According to The Next Web, quantum advantage – when a quantum computer is able to compute and run algorithms that classical computers can’t – has been achieved. This is the first time researchers have been able to accomplish this.
This “watershed moment in the history of computer science” resulted from the work done by researchers from IBM, the University of Waterloo, and the Technical University of Munich. According to The Next Web, the goal of the work was to “to prove that quantum computers can do something (anything, really) regular computers can’t,” and did this by building a quantum circuit that “ solves a complex algebraic formula through the exploitation of a quantum physics loophole allowing things to be in two places at once.” And, this formula can’t be solved by classic computer circuits.
What this means:
While this is a huge accomplishment for the future of computer science, The Next Web says that there isn’t anything tangible to show just yet. The algorithm that the researchers constructed isn’t groundbreaking in itself, nor will it have any immediate impact on anything. Instead, it is an important proof point: “It was, almost certainly, developed simply to prove it could be done,” according to The Next Web.

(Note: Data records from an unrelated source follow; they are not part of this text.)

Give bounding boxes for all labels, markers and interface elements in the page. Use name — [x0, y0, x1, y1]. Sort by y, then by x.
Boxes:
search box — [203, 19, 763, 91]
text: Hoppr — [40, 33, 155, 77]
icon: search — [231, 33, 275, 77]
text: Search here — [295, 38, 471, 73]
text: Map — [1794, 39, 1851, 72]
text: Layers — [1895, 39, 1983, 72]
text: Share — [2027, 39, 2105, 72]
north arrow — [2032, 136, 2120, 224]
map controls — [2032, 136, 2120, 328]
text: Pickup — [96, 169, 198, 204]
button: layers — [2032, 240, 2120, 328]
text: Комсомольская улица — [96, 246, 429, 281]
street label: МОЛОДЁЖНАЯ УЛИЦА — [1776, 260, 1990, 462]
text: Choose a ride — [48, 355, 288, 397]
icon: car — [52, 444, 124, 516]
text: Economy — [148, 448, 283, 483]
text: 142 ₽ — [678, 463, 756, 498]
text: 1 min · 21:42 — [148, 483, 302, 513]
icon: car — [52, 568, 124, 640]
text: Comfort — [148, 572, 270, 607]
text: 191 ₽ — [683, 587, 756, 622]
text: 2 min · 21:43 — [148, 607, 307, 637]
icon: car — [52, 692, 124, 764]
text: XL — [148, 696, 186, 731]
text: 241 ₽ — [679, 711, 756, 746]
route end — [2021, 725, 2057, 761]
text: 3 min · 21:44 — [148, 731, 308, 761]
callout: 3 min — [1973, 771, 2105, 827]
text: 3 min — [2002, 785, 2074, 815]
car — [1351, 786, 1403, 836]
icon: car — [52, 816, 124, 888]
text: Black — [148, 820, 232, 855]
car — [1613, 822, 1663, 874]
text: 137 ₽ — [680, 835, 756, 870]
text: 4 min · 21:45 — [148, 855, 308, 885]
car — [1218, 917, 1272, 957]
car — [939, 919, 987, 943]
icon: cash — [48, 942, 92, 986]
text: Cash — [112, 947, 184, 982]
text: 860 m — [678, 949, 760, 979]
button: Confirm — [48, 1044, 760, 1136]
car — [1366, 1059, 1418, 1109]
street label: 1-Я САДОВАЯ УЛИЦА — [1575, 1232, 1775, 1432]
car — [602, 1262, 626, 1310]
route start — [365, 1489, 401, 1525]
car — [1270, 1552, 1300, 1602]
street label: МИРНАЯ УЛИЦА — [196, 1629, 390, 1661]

However, decision makers looking to jump on quantum computing shouldn’t lose heart so quickly – the impact of quantum advantage isn’t supposed to be tangible. Instead, The Next Web recommends that interested decision makers should strap in for the long haul when it comes to quantum advantage updates – they’re one step closer to seeing the effects of quantum computing become real. “By showing that the people claiming quantum advantage was a fantasy were wrong, and that the research is heading in the right direction, we’re closer than ever to realizing the potential of quantum computing,” The Next Web says.